▶ _Aim of the task_
Copy each line in the data below that contains the word "index".

▶ _Data provided_
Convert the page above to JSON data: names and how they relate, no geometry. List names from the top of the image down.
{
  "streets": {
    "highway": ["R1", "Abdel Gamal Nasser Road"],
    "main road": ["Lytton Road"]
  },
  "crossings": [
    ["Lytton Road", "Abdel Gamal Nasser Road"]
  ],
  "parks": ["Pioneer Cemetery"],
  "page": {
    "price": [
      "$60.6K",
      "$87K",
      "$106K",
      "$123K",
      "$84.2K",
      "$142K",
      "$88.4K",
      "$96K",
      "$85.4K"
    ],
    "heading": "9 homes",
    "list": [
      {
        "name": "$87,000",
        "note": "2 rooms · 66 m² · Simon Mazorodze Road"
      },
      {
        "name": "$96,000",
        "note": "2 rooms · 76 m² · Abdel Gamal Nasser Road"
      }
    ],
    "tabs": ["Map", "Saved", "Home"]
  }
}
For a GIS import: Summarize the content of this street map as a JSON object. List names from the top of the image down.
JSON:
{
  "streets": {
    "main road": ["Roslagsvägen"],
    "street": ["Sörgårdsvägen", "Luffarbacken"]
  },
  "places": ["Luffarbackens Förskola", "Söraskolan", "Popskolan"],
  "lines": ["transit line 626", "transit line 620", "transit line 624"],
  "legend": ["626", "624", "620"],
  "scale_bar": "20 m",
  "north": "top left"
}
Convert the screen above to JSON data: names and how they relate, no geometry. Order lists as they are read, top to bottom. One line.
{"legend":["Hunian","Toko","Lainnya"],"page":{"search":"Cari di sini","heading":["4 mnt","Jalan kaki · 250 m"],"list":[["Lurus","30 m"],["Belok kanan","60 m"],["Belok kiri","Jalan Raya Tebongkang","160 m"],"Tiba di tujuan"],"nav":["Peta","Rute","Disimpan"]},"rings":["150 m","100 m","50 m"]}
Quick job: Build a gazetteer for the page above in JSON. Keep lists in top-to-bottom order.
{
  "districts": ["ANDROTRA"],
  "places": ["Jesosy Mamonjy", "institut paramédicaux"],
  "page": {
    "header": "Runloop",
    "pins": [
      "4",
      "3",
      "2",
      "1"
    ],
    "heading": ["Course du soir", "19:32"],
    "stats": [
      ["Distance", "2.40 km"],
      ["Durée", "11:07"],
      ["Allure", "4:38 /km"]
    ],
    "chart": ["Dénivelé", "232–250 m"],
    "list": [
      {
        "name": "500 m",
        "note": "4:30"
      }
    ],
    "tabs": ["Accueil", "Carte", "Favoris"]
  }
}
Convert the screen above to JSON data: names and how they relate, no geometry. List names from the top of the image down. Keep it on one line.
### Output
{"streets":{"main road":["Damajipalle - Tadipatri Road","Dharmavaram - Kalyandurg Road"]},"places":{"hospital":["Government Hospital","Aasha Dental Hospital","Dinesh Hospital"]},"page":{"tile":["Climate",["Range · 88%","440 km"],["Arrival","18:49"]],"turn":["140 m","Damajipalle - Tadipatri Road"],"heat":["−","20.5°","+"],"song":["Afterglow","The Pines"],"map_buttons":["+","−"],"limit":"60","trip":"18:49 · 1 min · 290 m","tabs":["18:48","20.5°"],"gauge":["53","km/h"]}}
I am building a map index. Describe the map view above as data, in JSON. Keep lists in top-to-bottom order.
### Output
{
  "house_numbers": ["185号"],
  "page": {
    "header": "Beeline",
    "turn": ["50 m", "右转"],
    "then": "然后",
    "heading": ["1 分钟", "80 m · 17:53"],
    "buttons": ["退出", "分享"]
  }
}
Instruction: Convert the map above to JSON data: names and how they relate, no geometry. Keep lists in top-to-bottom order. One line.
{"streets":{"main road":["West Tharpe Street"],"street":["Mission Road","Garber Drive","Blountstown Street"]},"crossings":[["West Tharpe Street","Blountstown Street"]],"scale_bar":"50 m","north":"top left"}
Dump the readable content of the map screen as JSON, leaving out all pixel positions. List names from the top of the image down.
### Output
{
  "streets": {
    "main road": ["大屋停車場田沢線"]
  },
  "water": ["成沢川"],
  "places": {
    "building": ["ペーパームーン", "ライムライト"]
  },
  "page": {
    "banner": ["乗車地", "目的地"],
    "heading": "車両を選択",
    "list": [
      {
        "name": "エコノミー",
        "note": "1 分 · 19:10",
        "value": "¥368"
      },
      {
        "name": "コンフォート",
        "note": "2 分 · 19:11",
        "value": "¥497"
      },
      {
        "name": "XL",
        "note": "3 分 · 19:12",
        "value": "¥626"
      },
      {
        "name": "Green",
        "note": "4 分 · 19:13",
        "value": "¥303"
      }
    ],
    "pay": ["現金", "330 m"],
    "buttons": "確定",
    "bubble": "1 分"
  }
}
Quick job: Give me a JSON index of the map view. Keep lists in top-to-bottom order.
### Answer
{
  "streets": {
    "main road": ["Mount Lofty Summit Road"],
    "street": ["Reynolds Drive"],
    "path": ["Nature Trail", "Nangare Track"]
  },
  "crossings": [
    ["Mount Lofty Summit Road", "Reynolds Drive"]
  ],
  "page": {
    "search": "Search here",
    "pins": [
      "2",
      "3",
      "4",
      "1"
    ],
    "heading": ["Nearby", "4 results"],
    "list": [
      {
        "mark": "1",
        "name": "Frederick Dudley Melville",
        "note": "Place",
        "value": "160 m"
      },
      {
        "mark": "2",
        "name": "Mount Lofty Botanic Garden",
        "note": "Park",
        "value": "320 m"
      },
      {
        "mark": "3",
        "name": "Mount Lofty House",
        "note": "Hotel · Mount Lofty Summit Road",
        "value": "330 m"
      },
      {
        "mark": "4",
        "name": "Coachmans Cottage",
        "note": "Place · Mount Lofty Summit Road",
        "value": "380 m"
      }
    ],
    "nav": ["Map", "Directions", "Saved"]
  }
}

▶ _Exercise response_
I am building a map index. Describe the map view above as data, in JSON. Keep lists in top-to-bottom order.
Quick job: Give me a JSON index of the map view. Keep lists in top-to-bottom order.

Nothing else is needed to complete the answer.